MADRID - Con la morte di Manuel Fraga Iribarne scompare uno degli ultimi anelli di collegamento fra la dittatura del generale Francisco Franco e la moderna monarchia costituzionale: assai più vicino alla prima che non alla seconda, Fraga ha però posto le basi per lo sdoganamento della parte più moderata dello schieramento franchista fondando Alianza Popular, l'attuale Partido Popular da pochi mesi di nuovo al governo.

La storia politica - Non che la sua gestione sia stata coronata da un immediato successo: Ap, successivamente ribattezzato Pp, dovette attendere l'ascesa di José Manuel Aznar per tornare al potere nel 1996, vent'anni dopo la morte di Franco; Fraga venne relegato nel suo feudo galiziano, dove esercitò per anni il ruolo di governatore della Xunta (governo regionale), ma non esitò a definire i protagonisti del fallito golpe militare del 23 febbraio del 1981 degli «spagnoli di buona volontà», criticando poi il ritiro delle statue di Franco dai luoghi pubblici deciso dal governo socialista di José Luis Rodriguez Zapatero.

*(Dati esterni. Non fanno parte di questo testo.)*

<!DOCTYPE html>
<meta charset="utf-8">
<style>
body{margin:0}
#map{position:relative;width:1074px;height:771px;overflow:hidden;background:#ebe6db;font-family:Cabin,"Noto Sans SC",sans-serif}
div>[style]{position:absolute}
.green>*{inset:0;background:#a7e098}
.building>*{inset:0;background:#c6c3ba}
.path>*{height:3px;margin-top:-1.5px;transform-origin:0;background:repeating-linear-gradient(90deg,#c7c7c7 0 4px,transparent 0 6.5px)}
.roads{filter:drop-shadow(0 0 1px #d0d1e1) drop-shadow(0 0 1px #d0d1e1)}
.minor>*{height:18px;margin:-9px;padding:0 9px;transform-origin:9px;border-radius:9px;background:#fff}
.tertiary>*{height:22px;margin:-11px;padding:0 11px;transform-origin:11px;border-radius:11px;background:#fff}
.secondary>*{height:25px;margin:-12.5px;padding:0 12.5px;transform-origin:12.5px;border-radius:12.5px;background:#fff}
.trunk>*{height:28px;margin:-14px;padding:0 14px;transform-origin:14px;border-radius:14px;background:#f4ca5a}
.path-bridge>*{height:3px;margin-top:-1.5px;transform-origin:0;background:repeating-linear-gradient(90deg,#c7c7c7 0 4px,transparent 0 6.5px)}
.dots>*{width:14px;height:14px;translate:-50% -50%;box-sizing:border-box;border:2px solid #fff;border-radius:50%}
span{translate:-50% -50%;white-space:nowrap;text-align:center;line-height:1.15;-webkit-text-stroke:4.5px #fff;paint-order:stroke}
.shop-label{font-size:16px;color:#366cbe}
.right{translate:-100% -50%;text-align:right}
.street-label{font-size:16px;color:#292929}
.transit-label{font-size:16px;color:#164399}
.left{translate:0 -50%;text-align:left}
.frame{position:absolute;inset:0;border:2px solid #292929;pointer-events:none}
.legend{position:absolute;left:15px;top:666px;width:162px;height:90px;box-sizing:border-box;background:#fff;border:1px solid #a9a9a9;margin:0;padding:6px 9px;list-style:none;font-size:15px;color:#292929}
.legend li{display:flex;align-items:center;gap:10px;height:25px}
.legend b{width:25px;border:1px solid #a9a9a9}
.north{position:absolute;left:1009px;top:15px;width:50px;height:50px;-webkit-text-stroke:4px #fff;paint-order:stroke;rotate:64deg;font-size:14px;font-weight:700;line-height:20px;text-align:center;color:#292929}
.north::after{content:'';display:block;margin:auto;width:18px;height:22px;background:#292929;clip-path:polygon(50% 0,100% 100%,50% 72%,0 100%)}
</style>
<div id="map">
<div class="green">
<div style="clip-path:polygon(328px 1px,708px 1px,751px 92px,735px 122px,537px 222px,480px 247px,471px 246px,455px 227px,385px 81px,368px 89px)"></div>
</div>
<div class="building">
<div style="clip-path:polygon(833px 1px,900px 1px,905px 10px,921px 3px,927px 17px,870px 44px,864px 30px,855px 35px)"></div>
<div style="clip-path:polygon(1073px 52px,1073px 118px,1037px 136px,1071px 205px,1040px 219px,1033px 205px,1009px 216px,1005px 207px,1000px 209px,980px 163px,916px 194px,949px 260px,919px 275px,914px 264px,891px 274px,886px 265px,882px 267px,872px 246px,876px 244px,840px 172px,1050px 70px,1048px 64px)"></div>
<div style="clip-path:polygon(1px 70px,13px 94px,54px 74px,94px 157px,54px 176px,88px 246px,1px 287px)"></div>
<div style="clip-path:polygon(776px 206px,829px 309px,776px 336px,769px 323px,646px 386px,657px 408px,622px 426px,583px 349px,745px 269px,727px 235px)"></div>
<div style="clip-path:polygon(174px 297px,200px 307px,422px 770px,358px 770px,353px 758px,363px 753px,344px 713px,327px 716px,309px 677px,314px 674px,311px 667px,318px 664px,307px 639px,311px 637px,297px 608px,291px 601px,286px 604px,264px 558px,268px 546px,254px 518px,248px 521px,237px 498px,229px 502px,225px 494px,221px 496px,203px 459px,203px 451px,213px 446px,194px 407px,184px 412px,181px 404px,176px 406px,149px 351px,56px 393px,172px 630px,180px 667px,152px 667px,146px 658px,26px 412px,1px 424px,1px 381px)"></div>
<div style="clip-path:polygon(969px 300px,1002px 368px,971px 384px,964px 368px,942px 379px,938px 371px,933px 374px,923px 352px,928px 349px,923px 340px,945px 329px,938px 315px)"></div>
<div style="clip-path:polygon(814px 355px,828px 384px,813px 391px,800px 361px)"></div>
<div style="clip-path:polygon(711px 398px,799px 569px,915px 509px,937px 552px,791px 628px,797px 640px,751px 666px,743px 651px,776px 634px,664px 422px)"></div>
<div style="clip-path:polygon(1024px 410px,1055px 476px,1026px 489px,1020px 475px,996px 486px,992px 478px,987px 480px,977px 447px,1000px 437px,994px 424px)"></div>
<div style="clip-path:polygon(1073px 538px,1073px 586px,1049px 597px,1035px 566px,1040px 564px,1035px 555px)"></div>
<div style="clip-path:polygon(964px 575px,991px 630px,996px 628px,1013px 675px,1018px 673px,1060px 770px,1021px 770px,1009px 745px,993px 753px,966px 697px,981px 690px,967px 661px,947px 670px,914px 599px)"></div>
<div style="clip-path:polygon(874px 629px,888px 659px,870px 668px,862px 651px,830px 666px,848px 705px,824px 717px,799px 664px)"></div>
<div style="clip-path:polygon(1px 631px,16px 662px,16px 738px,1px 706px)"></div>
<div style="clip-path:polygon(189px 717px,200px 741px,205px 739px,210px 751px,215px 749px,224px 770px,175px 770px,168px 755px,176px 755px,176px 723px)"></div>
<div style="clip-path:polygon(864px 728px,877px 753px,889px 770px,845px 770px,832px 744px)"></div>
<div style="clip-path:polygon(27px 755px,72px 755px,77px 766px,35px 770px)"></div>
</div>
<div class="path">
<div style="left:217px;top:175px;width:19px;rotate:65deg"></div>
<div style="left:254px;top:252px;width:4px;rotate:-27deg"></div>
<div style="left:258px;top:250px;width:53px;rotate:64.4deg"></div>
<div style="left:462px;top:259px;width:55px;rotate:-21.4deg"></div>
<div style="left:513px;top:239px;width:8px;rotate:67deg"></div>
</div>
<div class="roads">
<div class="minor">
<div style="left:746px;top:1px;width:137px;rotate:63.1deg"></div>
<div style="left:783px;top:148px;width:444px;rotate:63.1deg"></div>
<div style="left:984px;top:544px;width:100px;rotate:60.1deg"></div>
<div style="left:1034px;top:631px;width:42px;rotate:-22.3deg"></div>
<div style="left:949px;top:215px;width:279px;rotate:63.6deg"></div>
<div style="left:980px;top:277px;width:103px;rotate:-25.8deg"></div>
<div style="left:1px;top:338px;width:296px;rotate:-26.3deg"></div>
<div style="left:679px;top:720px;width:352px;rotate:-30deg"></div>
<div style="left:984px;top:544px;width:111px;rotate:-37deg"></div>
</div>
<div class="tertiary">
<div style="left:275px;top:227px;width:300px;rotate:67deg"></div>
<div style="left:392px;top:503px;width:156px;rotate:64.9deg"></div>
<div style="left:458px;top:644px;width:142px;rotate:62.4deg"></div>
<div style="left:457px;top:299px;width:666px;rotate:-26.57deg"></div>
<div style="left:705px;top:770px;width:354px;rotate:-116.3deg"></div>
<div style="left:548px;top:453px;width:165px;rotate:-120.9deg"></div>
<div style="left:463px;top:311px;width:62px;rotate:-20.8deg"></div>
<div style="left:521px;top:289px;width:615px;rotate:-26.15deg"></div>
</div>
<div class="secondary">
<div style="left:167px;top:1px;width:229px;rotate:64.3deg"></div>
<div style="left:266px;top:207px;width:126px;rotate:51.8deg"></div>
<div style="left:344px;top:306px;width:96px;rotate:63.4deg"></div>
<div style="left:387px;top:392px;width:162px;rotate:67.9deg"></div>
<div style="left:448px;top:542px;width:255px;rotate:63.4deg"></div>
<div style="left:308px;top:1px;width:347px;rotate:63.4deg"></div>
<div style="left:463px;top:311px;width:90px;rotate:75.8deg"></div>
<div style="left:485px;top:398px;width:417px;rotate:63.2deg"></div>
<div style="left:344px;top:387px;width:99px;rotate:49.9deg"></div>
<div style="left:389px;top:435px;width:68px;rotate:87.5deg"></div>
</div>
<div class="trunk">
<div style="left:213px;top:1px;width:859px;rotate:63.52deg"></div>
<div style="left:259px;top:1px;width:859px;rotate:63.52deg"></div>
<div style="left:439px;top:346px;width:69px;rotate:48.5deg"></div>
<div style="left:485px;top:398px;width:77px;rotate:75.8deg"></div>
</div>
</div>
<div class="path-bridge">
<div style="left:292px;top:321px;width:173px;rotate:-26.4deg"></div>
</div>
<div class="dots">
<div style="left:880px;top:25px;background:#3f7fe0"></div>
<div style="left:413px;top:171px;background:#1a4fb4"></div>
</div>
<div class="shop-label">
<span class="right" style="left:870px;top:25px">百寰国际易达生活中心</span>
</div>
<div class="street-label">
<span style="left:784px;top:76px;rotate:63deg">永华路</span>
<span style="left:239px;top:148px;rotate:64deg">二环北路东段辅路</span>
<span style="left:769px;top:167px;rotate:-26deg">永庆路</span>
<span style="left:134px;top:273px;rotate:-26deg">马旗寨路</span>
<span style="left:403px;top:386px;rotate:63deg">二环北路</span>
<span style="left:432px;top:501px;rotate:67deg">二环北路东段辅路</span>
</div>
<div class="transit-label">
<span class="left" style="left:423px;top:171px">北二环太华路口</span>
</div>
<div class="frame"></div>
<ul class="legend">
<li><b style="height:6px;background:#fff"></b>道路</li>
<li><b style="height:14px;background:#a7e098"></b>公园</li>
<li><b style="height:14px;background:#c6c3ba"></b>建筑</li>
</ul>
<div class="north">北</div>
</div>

Fraga - dopo un inizio di carriera come giudice militare - fu fra i protagonisti di un periodo particolare della dittatura, quella dello «spirito del '62» che, dopo l'avvento alle vette del sistema dei tecnocrati dell'Opus Dei, sembrò augurare una maggiore apertura verso delle riforme se non democratiche almeno di maggiore libertà personale. Fraga venne nominato Ministro dell'Informazione e del Turismo, dicastero dal quale firmò un progetto di legge per una maggiore libertà di stampa (mai applicato e che si fondava peraltro sul principio della censura preventiva) rimanendo poi vittima di uno dei frequenti rimpasti ai quali il Caudillo ricorreva in tempi di crisi (comunicati agli interessati per staffetta motociclistica, narra la leggenda).